More examples here: http://scitools.org.uk/cartopy/docs/v0.15/gallery.html

## Back to Exposures

Just like with the `ImpactFuncSet` class, `Exposures` can be filled at instantiation or with the `read()` method. An info log appears for every optional variable that has not been filled. The default minimum logging level shown is INFO. To modify the logging level or other configuration parameters, generate a `climada.conf` file with the same structure as the default `defaults.conf` file and locate it in the climada folder (see [Configuration options](https://github.com/davidnbresch/climada_python/blob/master/README.md)).

Exposures contains a `tag` variable which contains the file name(s) loaded and description(s) of each, if a description is provided.

In [None]:
exp = Exposures(ENT_TEST_XLS) # Without description
print('Tag information:')
print(exp.tag)
print()
exp = Exposures(ENT_TEST_XLS, 'Exposures in Florida.') # With description
print('Tag information:')
print(exp.tag)

The values of the exposures can be visualized using the `plot()` function. This function accepts the `kwargs` arguments of the matplotlib [matplotlib hexbin](https://matplotlib.org/api/_as_gen/matplotlib.pyplot.hexbin.html) function, so that different options can be easily set. Moreover, the plot functions return the figure and axes, so that they can be modified afterwards.

### EXERCISE

1. Get the mean and standard deviation of the exposure values.
2. Get the coordinates where the minimum and maximum exposure values are reached. 
3. Plot the values with the default settings.
4. Plot the values with a gridsize of 10 and a colormap ("cmap") of your choice: https://matplotlib.org/examples/color/colormaps_reference.html.

In [None]:
# Put your code here





In [None]:
%matplotlib inline
import numpy as np

# 1. value variable is an numpy array
print('Mean value:', exp.value.mean())
print('Mean std:', exp.value.std())

# 2. latitude and longitude can be directly accessed (they are properties of the class)
print('Coordinates maximum value: (lat, lon) = (', exp.lat[np.argmax(exp.value)],',', exp.lon[np.argmax(exp.value)], ')')
print('Coordinates maximum value: (lat, lon) = (', exp.lat[np.argmin(exp.value)],',', exp.lon[np.argmin(exp.value)], ')')

# 3.
exp.plot() # Default configuration

# 4.
exp.plot(gridsize=10, cmap='rainbow')  # Decrease number of bins and change colormap

We have loaded the excel file without having to specify which are the names of the variables contained in the file. This is possible, because climada contains default variable names for each file type. 

To see which are the name of the variables that have been read, you can use the `get_def_file_var_names()` method.
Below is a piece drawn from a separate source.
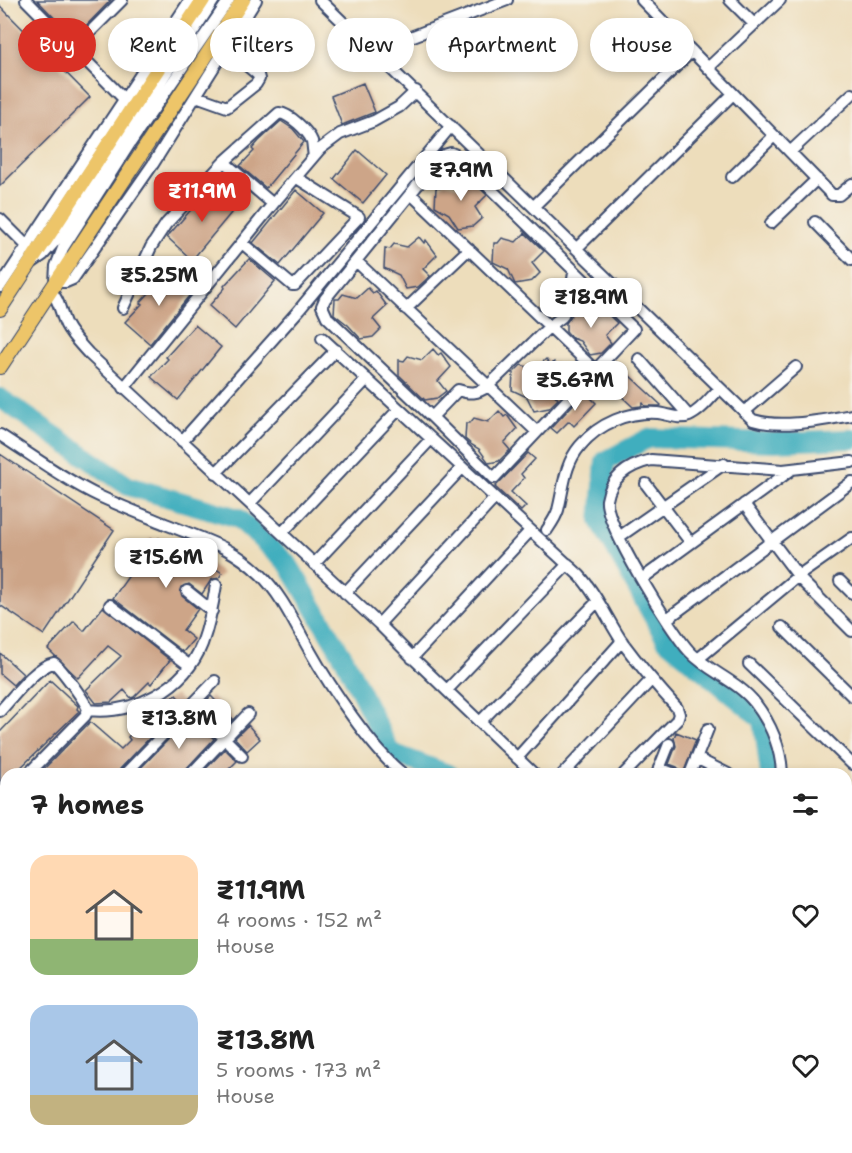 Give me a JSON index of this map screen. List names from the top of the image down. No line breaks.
{"page":{"chip":["Buy","Rent","Filters","New","Apartment","House"],"price":["₹7.9M","₹11.9M","₹5.25M","₹18.9M","₹5.67M","₹15.6M","₹13.8M"],"heading":"7 homes","list":[{"name":"₹11.9M","note":"4 rooms · 152 m² · House"},{"name":"₹13.8M","note":"5 rooms · 173 m² · House"}]}}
Under the value `col_name`, the dictionary contains a key for each `Exposures` variable and a value which is the variable name in the excel file:

In [None]:
exp.get_def_file_var_names('.xls')

Trying to import an excel file with other variable names, produces an ERROR message and trace as follows:

In [None]:
from climada.util import DATA_DIR # folder containing all the test and demo data
WS_EXP = DATA_DIR + '/demo/WS_Europe.xls'

try:
    exp_eu = Exposures(WS_EXP)
except KeyError:
    print('Error caught.')

To load an excel file with different variable names, we can modify the previous values and provide that dictionary as input to the `read()` function.

### EXERCISE

Read the `climada/test/data/demo/WS_Europe.xls` exposures data and plot the exposures values. Notice that this file contains the corresponding impact function id under the variable `VulnCurveID`.

In [None]:
# Put your code here:





In [None]:
# Solution
# 1. Define exposures instance
exp_eu = Exposures()

# 2. Define new variable names:
# Retrieve default variable names
var_names = exp_eu.get_def_file_var_names('.xls')
# Modify variable name
var_names['col_name']['imp'] = 'VulnCurveID'

# 3. Read with new variable names:
description = 'Europe exposures winter storm'
exp_eu.read(WS_EXP, description, var_names)
exp_eu.plot() # plot default
exp_eu.plot(pop_name=False) # plot without populated places names

Two Exposures can be appended. Since one geographical coordinate can have several exposures values, repeated coordinates are allowed in the `Exposures` class. 

In [None]:
print('Number of exposures in Florida: ', exp.id.size)
print('Number of exposures in EU: ', exp_eu.id.size)
exp.append(exp_eu)
print('Number exposures Florida + EU: ', exp.id.size)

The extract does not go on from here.